Have you heard the term “outrage porn”? I had never heard the term before last week, but it turns out … its a thing. Outrage porn was born in the coarsening of our culture, which is producing angry, offended, defensive people. It is the effect of the overload of bad news and then the offense to bad news that creates in us an almost craving for something to be angry about.

And people make money off of it. They capitalize on our pursuit of things to be angry about, writing and posting specifically to get us even more riled up. They want us to be outraged about everything because outrage gets clicks. Outrage sells.

This outrage culture is not a new thing and while a lot of it is manufactured for profit, the effect of it is real. Ryan Holliday says,

“What is real is the toll that fake outrage takes. Psychologists call it the ‘narcotizing dysfunction,’ essentially that thinking and chattering about something eventually gets confused and equated with doing something about it. Of course it doesn’t—but after enough blogs and posts we delude ourselves into believing we’ve made a difference.”

“Outrage Porn: How the Need For ‘Perpetual Indignation’ Manufactures Phony Offense,” The Observer.

Here’s the thing: When we get outraged about everything we end up losing our voice around the things that really matter, things we have been specifically called to.

Meanwhile, our ability to be offended, and to hold people we admire or people in leadership to impossible standards continues to grow. Tim Kreider, a political cartoonist, explained it a few years ago in an op-ed piece: “Outrage is like a lot of other things that feel good but over time devour us from the inside out. And it’s even more insidious than most vices because we don’t even consciously acknowledge that it’s a pleasure.”

Outrage sells, and it costs. Harvard Business Review curated a collection of articles on emotional intelligence. One of them is called, “The Cost of Incivility.” This is a business article, so the author is writing about how incivility — a culture of offense and outrage — can financially impact a business. Studies show that it creates decreased work effort, decreased time at work, decreased quality of work, decreased creativity, increased worry, even work time lost just trying to avoid the offender.

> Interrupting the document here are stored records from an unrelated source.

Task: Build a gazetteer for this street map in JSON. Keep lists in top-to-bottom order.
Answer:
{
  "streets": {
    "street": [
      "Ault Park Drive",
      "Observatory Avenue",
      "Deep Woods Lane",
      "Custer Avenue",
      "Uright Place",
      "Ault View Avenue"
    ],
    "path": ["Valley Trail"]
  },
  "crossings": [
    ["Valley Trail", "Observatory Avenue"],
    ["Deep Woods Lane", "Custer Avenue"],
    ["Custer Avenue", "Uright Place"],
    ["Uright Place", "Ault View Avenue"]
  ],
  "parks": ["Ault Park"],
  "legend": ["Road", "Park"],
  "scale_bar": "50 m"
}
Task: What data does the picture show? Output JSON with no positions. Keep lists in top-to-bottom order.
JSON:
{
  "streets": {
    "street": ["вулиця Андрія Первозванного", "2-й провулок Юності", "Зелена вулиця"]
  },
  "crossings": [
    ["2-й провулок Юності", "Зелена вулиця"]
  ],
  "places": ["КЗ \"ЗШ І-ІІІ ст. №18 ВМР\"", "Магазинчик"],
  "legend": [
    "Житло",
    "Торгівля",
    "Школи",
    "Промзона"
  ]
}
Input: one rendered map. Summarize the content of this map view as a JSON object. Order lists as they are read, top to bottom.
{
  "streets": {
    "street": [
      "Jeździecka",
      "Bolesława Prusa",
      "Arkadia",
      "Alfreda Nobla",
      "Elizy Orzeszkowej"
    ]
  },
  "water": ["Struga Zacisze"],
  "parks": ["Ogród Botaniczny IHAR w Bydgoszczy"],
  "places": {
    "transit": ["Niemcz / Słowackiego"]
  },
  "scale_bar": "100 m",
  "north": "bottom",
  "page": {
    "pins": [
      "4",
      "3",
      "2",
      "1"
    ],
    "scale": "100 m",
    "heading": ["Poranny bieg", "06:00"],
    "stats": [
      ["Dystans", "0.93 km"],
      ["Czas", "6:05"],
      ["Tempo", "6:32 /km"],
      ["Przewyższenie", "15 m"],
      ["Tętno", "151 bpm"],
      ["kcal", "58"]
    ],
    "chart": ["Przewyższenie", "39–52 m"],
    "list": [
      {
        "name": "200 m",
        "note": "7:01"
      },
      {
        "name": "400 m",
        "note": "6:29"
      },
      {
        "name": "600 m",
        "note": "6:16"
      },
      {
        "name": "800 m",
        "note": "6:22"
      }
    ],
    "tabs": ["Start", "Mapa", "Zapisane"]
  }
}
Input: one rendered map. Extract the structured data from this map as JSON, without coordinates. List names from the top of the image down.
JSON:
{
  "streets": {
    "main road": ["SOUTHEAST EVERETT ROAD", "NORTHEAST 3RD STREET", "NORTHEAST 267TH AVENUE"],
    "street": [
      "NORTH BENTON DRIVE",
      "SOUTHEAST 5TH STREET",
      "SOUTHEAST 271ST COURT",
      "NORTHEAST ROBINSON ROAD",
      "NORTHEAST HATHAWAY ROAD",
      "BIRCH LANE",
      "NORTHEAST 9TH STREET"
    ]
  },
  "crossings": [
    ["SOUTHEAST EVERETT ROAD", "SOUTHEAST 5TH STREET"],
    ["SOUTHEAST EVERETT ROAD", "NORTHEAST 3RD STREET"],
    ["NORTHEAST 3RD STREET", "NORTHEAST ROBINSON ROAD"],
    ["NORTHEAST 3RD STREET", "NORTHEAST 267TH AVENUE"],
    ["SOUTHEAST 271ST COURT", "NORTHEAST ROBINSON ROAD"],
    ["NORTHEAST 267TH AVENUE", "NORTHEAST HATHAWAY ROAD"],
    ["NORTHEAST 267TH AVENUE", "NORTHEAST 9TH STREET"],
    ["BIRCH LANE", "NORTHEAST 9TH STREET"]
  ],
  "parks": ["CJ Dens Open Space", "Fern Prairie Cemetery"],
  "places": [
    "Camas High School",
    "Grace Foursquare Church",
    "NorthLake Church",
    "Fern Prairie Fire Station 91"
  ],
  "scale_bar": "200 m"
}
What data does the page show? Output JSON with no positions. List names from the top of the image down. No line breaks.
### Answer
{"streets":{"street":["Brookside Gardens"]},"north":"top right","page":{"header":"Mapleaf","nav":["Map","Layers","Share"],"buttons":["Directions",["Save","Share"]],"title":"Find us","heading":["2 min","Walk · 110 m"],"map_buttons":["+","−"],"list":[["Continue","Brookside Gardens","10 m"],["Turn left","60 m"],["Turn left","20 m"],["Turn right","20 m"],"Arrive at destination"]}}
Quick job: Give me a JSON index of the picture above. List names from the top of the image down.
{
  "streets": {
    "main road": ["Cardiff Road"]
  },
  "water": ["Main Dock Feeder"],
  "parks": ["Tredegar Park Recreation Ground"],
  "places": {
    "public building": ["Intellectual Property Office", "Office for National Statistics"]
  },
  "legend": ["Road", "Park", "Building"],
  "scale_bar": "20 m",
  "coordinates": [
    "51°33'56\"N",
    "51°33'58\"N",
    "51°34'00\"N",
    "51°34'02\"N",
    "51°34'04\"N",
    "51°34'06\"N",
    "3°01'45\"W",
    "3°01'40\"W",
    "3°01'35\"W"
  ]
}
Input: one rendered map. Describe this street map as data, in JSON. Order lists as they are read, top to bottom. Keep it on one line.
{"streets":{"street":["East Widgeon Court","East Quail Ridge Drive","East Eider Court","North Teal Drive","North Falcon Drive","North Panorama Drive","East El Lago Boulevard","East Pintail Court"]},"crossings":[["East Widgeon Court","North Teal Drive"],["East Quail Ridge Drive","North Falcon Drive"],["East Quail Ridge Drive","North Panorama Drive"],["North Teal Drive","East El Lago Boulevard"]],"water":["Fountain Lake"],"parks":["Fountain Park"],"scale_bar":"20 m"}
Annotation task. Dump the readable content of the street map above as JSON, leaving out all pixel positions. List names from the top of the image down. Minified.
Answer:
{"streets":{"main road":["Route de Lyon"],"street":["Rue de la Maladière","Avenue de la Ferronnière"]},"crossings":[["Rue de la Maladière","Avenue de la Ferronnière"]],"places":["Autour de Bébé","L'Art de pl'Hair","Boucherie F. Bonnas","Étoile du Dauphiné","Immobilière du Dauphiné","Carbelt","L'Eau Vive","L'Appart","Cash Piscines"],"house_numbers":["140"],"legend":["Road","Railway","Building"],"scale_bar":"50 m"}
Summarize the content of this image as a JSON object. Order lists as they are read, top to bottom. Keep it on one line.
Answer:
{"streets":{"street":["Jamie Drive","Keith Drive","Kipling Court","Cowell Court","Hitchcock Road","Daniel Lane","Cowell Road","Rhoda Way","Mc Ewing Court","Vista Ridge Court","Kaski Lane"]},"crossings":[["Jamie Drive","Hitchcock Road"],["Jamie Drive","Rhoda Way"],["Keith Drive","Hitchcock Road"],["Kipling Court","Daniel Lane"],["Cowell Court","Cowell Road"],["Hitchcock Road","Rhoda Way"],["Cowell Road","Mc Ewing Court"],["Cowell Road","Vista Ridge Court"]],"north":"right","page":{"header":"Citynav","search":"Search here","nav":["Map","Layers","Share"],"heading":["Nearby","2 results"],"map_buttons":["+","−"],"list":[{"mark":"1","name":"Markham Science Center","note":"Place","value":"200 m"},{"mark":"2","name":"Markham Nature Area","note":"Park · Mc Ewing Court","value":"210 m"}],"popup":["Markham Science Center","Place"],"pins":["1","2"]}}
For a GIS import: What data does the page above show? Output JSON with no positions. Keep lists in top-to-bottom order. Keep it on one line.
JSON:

But here’s the real eye-opener: Simply witnessing incivility has negative consequences. Experiments have revealed that people who observed poor behavior performed 20% worse on word puzzles than other people did. People who observed incivility in other people were less likely to help others out … even when the person they’d be helping had no apparent connection to the uncivil person.

Think about the impact of outrage, and then think about the time we all spend online witnessing each other’s outrage and incivility. Now we’re talking about something that not only damages the culture but damages our witness and therefore the whole cause of Christ.

All because we keep on clicking and reading …

I found a treasure of a book earlier this year: The Patient Ferment of the Early Church: The Improbable Rise of Christianity in the Roman Empire, by Alan Kreider. The author tells about the spread of Christianity in the first four-hundred years through persecution, martyrdom, misunderstanding and cultural pressures. His point is that in those first four-hundred years the church grew mostly not by plan, but by slow-cooking. In other words, the Church grew mostly by discipleship — by the slow work of sanctification seasoned by the means of grace.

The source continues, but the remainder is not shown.